START Records for this exercise

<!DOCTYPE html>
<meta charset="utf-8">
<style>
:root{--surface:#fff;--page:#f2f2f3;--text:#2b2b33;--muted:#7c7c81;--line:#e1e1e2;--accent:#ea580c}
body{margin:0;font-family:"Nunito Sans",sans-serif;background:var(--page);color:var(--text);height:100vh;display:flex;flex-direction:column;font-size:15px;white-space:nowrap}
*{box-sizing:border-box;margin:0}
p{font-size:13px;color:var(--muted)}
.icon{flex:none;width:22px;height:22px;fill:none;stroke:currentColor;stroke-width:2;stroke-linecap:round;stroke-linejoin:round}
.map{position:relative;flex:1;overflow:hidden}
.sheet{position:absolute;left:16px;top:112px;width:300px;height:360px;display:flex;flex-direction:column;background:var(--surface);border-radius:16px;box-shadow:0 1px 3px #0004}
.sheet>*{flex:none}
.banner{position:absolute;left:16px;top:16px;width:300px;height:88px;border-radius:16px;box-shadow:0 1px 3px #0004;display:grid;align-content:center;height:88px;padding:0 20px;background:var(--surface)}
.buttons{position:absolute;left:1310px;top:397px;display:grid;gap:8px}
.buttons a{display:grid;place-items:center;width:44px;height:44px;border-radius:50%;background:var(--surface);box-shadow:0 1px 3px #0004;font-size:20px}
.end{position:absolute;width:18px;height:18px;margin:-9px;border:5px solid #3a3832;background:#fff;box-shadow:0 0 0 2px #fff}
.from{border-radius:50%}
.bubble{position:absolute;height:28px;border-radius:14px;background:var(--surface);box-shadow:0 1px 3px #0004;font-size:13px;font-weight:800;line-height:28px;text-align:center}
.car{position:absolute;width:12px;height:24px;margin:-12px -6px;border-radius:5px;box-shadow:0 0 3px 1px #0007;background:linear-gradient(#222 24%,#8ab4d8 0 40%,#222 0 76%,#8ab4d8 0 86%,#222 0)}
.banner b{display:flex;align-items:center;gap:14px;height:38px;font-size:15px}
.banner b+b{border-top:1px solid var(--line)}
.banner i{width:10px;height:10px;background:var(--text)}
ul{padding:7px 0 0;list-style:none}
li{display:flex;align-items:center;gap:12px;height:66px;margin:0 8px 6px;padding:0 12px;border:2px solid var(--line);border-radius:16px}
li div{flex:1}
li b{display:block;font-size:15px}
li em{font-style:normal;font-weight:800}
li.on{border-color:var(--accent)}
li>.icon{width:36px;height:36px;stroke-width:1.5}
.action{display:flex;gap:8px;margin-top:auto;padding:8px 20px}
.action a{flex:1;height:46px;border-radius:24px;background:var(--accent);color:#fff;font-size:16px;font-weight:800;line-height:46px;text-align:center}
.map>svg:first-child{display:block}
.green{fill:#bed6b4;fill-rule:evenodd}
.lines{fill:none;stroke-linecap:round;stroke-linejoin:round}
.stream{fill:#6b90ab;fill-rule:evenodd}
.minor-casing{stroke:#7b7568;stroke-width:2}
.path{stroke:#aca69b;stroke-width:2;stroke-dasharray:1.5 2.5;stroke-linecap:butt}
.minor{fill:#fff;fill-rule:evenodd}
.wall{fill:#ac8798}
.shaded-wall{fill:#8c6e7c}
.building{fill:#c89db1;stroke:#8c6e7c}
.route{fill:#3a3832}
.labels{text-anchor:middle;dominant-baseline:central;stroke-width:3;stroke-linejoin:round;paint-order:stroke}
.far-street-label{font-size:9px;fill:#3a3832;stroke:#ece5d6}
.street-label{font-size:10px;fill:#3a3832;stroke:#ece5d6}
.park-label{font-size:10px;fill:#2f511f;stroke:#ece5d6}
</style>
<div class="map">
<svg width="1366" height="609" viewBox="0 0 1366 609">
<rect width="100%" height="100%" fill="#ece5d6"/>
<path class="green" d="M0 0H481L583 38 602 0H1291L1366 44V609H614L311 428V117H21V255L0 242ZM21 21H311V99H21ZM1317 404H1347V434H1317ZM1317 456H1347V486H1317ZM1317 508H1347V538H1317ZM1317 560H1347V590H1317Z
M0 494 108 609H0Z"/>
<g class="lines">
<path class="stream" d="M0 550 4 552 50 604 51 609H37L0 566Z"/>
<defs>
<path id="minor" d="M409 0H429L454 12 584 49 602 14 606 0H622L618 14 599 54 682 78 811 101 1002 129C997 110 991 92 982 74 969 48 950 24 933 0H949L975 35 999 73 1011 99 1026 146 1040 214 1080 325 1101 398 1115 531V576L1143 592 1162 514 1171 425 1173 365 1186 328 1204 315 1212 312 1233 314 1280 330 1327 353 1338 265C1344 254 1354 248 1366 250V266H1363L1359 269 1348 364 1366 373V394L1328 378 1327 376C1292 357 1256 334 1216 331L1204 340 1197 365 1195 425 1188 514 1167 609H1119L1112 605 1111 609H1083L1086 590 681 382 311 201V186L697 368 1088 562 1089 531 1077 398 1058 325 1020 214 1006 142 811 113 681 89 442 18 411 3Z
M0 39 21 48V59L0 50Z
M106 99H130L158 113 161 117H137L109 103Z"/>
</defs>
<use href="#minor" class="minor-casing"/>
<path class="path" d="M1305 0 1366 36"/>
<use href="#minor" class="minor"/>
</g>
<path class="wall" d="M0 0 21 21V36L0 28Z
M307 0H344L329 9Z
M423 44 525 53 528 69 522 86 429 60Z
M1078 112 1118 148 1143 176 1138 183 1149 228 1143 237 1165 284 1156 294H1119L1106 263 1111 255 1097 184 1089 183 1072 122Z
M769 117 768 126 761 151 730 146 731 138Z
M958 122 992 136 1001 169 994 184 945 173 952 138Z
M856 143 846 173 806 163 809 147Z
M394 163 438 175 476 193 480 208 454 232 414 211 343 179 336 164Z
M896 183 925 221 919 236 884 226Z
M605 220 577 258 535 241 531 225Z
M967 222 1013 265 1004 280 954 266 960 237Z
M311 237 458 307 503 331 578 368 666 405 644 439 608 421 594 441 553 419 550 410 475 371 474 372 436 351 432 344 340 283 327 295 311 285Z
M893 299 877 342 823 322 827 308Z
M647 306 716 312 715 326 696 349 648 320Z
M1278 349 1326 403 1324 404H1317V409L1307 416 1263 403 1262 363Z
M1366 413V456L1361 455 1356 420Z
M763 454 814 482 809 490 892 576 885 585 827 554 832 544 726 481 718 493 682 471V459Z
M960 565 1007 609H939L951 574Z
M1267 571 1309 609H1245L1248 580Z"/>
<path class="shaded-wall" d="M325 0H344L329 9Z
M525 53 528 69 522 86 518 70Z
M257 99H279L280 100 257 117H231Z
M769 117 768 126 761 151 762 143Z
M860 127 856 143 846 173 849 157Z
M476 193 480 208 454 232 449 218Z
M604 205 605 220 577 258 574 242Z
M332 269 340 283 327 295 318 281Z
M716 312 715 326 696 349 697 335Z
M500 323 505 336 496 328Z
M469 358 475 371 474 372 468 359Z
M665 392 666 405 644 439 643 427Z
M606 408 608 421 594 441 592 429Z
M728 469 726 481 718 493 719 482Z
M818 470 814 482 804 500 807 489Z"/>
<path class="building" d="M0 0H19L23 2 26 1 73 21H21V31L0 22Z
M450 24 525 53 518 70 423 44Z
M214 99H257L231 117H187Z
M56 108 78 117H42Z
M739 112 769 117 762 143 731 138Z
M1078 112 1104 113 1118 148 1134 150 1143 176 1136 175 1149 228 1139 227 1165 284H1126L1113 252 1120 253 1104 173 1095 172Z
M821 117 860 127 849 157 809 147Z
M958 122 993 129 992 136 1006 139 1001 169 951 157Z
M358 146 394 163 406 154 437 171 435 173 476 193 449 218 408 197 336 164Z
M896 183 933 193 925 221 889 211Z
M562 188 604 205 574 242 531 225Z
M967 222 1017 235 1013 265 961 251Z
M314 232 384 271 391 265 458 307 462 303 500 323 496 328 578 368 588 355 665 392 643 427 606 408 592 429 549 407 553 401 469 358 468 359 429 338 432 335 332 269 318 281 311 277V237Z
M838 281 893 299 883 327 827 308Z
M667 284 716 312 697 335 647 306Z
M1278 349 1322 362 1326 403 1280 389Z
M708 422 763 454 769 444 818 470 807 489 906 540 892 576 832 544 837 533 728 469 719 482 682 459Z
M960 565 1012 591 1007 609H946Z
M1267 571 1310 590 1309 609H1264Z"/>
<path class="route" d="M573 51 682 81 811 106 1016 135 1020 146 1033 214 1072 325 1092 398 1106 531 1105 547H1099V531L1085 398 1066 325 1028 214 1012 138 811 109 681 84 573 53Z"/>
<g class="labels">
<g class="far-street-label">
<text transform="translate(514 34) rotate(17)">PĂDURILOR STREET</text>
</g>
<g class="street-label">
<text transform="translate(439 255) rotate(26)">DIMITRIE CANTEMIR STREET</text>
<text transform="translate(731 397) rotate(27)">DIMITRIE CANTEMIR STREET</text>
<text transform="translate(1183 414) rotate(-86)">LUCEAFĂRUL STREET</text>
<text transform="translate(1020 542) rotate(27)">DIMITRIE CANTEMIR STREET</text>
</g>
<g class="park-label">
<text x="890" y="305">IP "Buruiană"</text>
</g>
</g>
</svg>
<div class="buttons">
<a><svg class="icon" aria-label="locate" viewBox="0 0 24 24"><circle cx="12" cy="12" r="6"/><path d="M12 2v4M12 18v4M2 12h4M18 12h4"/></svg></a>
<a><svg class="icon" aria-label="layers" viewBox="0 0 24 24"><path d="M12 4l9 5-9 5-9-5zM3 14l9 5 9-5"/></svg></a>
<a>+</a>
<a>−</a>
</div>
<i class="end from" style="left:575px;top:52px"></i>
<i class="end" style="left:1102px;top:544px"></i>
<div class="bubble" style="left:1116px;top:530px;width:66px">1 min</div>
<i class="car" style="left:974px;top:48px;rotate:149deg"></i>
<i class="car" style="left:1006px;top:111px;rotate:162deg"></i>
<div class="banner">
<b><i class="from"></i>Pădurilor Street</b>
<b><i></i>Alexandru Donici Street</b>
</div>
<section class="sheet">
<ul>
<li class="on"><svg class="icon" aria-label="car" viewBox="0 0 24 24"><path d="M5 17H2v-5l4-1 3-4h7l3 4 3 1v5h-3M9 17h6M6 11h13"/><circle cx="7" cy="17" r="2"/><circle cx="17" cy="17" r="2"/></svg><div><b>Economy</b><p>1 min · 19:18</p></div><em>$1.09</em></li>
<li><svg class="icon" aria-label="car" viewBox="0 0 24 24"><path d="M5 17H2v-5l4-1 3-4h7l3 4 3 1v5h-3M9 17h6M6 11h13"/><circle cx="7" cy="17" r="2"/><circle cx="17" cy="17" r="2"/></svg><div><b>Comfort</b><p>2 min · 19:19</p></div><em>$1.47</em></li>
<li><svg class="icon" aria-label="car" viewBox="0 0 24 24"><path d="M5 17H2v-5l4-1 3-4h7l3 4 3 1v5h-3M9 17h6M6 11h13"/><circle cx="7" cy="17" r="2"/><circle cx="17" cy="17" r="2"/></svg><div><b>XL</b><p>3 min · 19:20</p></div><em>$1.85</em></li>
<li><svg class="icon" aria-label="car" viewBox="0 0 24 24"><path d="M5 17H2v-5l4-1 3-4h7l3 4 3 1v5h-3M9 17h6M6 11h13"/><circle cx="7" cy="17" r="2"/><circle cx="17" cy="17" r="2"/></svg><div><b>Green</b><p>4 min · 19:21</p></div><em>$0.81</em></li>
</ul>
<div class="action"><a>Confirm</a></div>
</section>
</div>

END Records for this exercise

■ Directions ■
Please show every line above that includes the word "weight".

■ Answer section ■
.bubble{position:absolute;height:28px;border-radius:14px;background:var(--surface);box-shadow:0 1px 3px #0004;font-size:13px;font-weight:800;line-height:28px;text-align:center}
li em{font-style:normal;font-weight:800}
.action a{flex:1;height:46px;border-radius:24px;background:var(--accent);color:#fff;font-size:16px;font-weight:800;line-height:46px;text-align:center}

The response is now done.